I would like to use streamlit for a live sound analysis app. I would like to use pyaudio to capture audio, process it, then render plots/graphs using streamlit. The problem is there is a lot of latency. If I use the code and simply write the *.png file, I can write a simple HTML poller that seems to perform pretty well in the browser. How can I speed this up so that it plots faster?
import streamlit as st
import numpy as np
import pyaudio
import matplotlib.pyplot as plt
import time
RATE = 44100
NMBR_UPDATES_SECOND = 5
CHUNK = int(RATE / NMBR_UPDATES_SECOND)
def plot_miced_sound(stream):
t_start=time.time()
data = np.frombuffer(stream.read(CHUNK, exception_on_overflow=False),dtype=np.int16)
fig = plt.figure()
plt.plot(data)
plt.title("title")
plt.grid()
plt.axis([0,len(data),-2**16/2,2**16/2])
plt.savefig("sound.png",dpi=50)
print(f"{(time.time()-t_start)*1000} ms")
image_place_holder.write(fig)
plt.close('all')
p = pyaudio.PyAudio()
stream = p.open(format=pyaudio.paInt16,
channels=1,
rate=RATE,
input=True,
frames_per_buffer=CHUNK)
image_place_holder = st.empty()
for i in range(int(20*RATE/CHUNK)):
plot_miced_sound(stream)
stream.stop_stream()
stream.close()
p.terminate()
Hi @theholymath, welcome to the Streamlit community!
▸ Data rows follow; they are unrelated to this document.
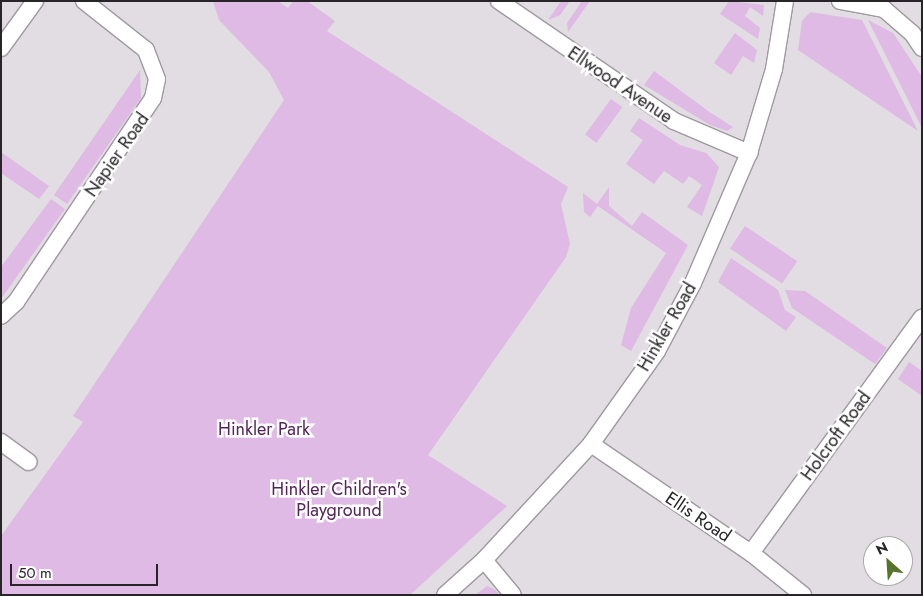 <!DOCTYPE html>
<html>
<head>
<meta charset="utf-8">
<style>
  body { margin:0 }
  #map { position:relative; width:923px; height:596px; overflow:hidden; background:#e2dce3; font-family:Jost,sans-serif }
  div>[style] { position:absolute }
  .green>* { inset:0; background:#dfbae4; transform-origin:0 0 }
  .roads { filter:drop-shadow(1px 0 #9f99a0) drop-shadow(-1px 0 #9f99a0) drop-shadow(0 1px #9f99a0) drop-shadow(0 -1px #9f99a0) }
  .minor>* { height:16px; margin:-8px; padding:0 8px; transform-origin:8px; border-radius:8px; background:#fff }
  span { translate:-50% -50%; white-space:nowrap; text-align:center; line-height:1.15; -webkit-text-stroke:5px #fff; paint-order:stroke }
  .street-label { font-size:18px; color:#282528 }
  .park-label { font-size:18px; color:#532359 }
  .frame { position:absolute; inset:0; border:2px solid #282528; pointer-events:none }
  .north { position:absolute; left:863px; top:536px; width:50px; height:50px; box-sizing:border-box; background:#fff; border:1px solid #a9a8a9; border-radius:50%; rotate:334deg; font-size:14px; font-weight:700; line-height:20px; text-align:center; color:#282528 }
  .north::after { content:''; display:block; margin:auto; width:18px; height:22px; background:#56742a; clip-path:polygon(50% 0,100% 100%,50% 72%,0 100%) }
  .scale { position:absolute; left:10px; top:564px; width:148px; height:22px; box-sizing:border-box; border:2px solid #282528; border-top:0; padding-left:6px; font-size:15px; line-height:18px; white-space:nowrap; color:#282528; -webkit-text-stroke:4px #fff; paint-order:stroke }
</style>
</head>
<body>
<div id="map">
  <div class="green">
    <div style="clip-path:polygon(213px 1px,278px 1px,288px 8px,293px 1px,307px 1px,335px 21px,327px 31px,568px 187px,561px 204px,570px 244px,566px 257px,428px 455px,507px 506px,410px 595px,1px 595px,1px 536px,83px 422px,73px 416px,284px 100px,269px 72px,219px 20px)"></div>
    <div style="clip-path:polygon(561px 1px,570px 1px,560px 15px,548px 20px)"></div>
    <div style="clip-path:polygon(582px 1px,590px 1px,568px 32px,567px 23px)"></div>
    <div style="clip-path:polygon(729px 1px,764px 5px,763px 16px,750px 7px,745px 16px,760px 28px,758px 39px,720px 14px)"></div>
    <div style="clip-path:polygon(810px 12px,862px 20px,918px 131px,798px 50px,802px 21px)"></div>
    <div style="clip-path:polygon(868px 20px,893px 33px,922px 77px,922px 128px)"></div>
    <div style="clip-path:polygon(735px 33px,757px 50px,754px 63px,743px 56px,731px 75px,714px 63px)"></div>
    <div style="clip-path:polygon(140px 70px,141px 98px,67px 204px,54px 195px)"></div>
    <div style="clip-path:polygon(654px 71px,708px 111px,733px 127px,727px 131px,710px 125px,644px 85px)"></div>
    <div style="left:611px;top:99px;width:14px;height:44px;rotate:36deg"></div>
    <div style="clip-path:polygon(639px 118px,680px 145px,706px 153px,719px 167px,702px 216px,687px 207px,702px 185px,689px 176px,683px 184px,664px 171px,654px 184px,626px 164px,643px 140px,630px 131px)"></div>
    <div style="clip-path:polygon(1px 152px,49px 186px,39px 199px,1px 173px)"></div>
    <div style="clip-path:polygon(609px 187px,609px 206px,632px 226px,642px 212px,688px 245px,631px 351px,621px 345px,631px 308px,666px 253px,598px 206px,590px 217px,584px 212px,583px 193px,597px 204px)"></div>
    <div style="clip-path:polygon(51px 199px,65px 209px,1px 299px,1px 267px)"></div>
    <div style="left:745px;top:226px;width:63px;height:27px;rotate:34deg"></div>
    <div style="clip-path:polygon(731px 258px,778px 290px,785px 310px,796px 317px,786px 331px,718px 282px)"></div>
    <div style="clip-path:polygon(785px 290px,805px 291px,887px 348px,875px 364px,792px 308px)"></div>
    <div style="clip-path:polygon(909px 362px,922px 371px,922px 396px,898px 379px)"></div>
    <div style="clip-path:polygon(487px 586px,494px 589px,500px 595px,475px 595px)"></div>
  </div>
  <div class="roads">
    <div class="minor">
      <div style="left:499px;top:1px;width:212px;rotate:34.4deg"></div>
      <div style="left:674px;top:121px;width:82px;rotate:23.1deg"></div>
      <div style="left:840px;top:1px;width:45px;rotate:10.3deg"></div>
      <div style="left:884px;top:9px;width:37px;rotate:41deg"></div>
      <div style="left:912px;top:33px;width:18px;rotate:56deg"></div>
      <div style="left:1px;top:48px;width:58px;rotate:-54.1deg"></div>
      <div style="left:1px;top:316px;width:21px;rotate:-43deg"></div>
      <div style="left:16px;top:302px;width:246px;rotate:-56.1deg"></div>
      <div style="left:153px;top:98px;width:19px;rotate:-78deg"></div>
      <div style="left:157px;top:79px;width:31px;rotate:-111deg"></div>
      <div style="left:146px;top:50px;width:79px;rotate:-141.7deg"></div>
      <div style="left:1px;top:442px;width:34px;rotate:36deg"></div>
      <div style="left:591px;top:444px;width:194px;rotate:34.3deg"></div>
      <div style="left:751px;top:553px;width:67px;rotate:38.9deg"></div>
      <div style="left:751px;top:553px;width:291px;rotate:-54deg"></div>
      <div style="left:484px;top:560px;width:45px;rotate:50.4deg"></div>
      <div style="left:445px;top:595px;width:52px;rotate:-41.9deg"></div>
      <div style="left:484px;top:560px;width:158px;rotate:-47.3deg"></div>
      <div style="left:591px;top:444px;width:114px;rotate:-54.6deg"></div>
      <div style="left:657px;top:351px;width:77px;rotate:-62.1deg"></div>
      <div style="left:693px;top:283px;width:142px;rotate:-66.7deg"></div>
      <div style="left:749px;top:153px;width:88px;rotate:-73.4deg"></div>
      <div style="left:774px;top:69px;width:69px;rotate:-80.8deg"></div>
    </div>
  </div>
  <div class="street-label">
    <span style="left:620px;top:85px;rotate:34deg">Ellwood Avenue</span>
    <span style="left:117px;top:155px;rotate:-55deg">Napier Road</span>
    <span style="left:667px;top:327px;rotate:-60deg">Hinkler Road</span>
    <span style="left:836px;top:436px;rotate:-54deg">Holcroft Road</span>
    <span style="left:698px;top:517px;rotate:34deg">Ellis Road</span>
  </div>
  <div class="park-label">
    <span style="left:264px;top:429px">Hinkler Park</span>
    <span style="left:339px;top:500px">Hinkler Children's<br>Playground</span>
  </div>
  <div class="frame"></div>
  <div class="north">N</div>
  <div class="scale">50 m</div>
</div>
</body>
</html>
In general, matplotlib is slow, as it re-writes the entire scene on each draw. Additionally, there is some latency due to Streamlit it seems, but our engineering team can’t seem to figure out where.
An immediate solution would be to use our add_rows functionality, which is built for this use case:
You could also use one of the web-native Python packages like Altair (vega-lite), Plotly or Bokeh and likely get considerably better performance without the wasteful step of writing to PNG each time.
I came here as a total Streamlit newb looking to cleanly implement an equivalent scenario ― plotting various time series being continuously generated by my application as it processes video input indefinitely.
So as I understand here, or would wishfully wish to understand, we can use DeltaGenerator.add_rows in a loop, as the most efficient way of updating the display from streaming data, is that the case? I’m asking this since as a newb here I’m not quite sure from the documentation link provided above which succinctly says:
Concatenate a dataframe to the bottom of the current one.
Does that alone really enable updating such that the only most recent N seconds of data are always shown? Would you say this solves my very similar use case very idiomatically with Stremlit’s API?
I’m not writing the data to files in my case, rather it’s available in memory as it is continuously being derived from the raw video stream by my code (my data for visualization are feature values being computed continuously from the video frames).
Oh also I’m intrigued, were plotly and bokeh mentioned above as alternatives, implying that the use case is currently better supported using them? or does using Streamlit in concert with them make any kind of useful design?
Yes. In the case of matplotlib, the scene is re-drawn each time, which is wasteful in terms of performance. For the web-based libraries, we are using the intelligent diffing features of React and the component libraries, so only the changes are re-drawn. Additionally, matplotlib has some multi-threading issues that aren’t present in the web based libraries.
So a real-time use case is much more suited to the code snippet I posted above.
This is great, but I do not want to concatenate or append, I want to redraw the new plot as if it is a reel-to-reel tape and I only see the current view. I have an open mic, and I would like to continuously plot the last n milliseconds of processed audio that comes in.
Is there a st.remove_lines or some other way of keeping the same window view as data comes in?
You can write over the dataframe if you choose, it’s really up to you on what the exact requirements are. My point about the append was that it signals to the frontend that everything but the data is expected to be the same, so it doesn’t get re-drawn.
With creative indexing of a dataframe, you can also get the behavior you want…taking the last n_seconds * hz of rows seems like what you’re after?